*** Exercise materials ***
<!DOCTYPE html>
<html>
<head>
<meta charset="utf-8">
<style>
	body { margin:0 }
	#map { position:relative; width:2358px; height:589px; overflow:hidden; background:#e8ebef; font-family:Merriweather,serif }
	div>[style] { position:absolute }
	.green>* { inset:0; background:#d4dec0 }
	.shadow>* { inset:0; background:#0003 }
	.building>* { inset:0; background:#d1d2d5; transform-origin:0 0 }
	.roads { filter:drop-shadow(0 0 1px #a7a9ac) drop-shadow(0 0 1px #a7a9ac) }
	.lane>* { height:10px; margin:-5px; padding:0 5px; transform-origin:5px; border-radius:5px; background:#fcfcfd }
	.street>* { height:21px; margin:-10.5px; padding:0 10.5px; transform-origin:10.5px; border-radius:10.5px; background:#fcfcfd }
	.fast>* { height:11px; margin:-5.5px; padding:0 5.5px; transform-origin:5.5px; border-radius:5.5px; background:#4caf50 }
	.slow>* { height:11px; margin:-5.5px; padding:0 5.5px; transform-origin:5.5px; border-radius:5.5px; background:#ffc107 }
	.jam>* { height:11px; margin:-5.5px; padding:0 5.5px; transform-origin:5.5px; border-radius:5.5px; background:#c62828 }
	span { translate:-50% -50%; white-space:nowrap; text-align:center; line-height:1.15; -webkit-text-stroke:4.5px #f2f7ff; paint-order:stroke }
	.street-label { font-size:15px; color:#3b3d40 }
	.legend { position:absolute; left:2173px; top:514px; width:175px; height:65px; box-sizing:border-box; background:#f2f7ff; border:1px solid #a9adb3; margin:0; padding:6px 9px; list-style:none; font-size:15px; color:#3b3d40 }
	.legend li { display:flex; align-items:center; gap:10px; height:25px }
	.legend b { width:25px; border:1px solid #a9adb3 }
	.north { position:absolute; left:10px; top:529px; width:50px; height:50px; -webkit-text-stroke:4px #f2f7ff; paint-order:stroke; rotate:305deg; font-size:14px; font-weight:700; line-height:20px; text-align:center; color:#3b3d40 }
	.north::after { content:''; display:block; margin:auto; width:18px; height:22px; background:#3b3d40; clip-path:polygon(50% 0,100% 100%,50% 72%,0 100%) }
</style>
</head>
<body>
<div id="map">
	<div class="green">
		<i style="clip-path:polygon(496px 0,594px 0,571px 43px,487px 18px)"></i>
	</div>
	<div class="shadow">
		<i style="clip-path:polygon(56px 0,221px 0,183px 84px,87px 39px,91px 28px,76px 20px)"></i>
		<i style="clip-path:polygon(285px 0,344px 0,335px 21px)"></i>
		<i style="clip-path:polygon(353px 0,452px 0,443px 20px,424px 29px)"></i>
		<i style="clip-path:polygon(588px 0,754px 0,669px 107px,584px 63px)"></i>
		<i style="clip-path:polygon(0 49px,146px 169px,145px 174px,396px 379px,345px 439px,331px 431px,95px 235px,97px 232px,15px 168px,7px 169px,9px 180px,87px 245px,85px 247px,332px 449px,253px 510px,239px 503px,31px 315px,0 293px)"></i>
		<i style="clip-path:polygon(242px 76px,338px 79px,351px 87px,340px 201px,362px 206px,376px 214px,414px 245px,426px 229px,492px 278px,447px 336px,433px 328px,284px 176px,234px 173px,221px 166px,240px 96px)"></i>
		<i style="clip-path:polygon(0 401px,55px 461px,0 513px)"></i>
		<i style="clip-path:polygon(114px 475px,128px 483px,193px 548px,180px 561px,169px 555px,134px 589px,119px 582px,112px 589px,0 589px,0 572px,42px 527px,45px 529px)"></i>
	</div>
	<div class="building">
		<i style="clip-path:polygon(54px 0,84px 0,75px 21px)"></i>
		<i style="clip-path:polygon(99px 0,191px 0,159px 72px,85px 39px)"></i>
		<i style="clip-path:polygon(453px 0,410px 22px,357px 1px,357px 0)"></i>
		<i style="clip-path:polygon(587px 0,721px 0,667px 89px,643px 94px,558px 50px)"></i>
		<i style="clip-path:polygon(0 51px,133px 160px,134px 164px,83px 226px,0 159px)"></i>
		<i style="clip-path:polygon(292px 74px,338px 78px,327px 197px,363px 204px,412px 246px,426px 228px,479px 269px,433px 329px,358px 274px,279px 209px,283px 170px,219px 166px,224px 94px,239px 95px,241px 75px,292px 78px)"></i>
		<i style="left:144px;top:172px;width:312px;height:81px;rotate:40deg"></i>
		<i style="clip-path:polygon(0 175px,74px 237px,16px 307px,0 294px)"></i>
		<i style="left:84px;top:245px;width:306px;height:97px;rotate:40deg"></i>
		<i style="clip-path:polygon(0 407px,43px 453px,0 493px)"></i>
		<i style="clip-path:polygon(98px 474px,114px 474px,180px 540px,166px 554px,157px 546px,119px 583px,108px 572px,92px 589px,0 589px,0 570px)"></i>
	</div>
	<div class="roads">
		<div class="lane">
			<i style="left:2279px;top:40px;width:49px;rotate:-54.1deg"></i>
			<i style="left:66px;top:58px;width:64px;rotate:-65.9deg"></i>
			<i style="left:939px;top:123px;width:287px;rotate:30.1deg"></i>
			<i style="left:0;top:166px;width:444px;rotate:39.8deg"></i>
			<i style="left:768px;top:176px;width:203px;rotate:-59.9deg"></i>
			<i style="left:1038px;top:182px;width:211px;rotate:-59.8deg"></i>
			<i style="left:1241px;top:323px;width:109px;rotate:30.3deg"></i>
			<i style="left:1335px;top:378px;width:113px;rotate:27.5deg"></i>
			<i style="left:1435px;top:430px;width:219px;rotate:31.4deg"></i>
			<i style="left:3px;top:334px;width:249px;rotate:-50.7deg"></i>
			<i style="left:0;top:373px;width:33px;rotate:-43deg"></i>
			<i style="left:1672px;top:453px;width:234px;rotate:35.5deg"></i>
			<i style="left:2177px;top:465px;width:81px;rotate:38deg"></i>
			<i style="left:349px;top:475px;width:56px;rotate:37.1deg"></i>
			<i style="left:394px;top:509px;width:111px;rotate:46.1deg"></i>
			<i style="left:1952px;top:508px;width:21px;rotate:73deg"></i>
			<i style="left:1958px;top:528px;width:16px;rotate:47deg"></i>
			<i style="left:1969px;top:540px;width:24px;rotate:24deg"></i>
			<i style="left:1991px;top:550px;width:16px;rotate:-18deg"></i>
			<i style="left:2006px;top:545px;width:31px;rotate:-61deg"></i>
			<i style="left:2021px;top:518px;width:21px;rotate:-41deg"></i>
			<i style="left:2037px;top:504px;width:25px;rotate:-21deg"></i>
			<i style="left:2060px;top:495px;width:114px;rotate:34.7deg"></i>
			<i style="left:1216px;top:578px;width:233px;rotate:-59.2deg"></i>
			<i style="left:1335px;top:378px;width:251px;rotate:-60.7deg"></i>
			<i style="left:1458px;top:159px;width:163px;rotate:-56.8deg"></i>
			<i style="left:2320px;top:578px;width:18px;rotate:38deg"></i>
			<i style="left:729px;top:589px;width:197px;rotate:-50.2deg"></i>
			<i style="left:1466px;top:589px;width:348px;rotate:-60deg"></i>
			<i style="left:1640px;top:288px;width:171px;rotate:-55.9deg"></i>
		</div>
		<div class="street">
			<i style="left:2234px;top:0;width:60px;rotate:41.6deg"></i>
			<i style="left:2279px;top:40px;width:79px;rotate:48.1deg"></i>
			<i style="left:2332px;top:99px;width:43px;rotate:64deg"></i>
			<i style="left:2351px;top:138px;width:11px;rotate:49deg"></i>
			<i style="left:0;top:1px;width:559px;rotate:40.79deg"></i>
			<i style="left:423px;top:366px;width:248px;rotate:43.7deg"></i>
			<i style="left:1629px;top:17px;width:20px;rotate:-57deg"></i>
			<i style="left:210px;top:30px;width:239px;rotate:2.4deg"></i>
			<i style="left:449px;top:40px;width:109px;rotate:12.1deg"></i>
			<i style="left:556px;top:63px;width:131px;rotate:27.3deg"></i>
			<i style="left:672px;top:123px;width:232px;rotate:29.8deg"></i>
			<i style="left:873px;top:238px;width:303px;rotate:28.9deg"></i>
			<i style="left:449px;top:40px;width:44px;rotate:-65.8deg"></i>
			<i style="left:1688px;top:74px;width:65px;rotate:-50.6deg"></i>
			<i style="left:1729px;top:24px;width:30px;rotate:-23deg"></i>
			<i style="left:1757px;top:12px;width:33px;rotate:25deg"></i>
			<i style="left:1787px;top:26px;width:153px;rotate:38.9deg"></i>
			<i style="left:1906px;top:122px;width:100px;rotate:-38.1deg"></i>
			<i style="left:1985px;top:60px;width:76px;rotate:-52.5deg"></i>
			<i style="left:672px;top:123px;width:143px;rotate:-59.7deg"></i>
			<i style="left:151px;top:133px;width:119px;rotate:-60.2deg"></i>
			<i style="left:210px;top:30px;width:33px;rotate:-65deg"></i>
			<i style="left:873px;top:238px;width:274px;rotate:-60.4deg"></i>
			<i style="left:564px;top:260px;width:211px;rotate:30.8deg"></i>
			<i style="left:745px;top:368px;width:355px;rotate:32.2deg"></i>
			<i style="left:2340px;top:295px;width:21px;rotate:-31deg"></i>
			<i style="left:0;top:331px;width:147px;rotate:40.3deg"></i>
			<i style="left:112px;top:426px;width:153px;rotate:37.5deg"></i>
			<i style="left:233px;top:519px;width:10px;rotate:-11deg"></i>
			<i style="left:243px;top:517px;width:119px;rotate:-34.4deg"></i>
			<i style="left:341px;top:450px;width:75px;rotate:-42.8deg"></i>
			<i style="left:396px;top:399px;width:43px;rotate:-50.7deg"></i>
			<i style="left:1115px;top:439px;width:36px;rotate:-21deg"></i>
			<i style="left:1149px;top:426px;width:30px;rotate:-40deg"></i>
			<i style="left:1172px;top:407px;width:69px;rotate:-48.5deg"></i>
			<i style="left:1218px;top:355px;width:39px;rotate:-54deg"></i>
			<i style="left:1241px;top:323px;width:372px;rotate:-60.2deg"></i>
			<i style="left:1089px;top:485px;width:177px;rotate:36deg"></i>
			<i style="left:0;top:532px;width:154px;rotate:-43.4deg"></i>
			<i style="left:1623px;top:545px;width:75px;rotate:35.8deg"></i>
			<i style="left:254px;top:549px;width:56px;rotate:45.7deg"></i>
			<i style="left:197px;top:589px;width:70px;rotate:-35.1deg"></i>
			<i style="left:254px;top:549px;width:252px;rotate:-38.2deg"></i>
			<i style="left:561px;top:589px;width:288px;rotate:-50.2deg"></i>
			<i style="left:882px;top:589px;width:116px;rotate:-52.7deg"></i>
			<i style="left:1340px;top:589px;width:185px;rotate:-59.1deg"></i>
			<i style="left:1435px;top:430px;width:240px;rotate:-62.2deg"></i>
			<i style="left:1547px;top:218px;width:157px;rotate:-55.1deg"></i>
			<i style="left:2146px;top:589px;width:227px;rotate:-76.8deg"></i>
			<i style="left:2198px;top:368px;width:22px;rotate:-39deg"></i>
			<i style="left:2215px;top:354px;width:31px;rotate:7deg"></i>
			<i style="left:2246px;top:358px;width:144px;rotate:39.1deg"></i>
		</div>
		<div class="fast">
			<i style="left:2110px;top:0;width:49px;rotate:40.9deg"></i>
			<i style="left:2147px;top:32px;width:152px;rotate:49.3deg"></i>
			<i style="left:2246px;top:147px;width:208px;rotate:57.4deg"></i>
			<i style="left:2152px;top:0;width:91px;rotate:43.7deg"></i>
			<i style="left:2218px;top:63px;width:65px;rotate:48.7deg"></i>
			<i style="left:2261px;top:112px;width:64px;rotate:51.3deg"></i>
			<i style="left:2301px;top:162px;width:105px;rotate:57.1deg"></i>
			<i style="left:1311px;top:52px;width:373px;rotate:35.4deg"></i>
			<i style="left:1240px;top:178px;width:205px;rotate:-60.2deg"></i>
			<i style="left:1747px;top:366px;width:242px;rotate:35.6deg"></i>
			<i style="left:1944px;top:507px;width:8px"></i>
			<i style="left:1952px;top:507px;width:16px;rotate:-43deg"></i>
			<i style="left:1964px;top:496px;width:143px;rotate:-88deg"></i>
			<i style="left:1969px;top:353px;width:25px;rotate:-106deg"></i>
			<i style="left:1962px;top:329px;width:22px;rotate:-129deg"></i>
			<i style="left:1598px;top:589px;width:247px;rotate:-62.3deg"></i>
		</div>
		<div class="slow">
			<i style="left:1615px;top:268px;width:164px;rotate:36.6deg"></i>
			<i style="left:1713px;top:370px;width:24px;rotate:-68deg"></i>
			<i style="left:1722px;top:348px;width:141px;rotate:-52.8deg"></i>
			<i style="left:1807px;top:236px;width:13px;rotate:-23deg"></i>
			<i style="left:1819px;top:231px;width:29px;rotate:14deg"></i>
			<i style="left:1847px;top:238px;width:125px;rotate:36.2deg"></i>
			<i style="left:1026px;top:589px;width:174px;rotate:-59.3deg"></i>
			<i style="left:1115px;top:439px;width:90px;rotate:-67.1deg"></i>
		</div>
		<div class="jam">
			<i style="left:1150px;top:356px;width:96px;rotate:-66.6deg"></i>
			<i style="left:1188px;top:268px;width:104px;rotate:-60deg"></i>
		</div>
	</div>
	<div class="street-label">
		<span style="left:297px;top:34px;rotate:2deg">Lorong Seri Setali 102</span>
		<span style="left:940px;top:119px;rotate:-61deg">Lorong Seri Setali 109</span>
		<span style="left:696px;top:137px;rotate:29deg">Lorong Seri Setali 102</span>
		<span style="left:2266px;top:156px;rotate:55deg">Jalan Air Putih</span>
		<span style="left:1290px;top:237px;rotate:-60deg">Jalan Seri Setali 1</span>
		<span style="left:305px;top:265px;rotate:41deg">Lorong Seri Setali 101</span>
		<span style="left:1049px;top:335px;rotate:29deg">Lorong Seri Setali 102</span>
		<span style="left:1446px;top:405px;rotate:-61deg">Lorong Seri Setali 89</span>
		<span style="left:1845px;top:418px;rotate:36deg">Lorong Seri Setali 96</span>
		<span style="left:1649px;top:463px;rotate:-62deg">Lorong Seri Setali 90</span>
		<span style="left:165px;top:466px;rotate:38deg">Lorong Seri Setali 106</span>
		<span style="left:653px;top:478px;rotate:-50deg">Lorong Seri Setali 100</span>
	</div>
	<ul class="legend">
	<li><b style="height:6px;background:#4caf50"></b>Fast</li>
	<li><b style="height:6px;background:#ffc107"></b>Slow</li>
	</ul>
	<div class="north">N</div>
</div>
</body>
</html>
***
= Task directions =
All that is wanted is an exact copy of the lines above from the one with "display:flex; align-items:center; gap:10px;" through the one with "width:25px; border:1px solid", with both ends included.

= Completed task =
	.legend li { display:flex; align-items:center; gap:10px; height:25px }
	.legend b { width:25px; border:1px solid #a9adb3 }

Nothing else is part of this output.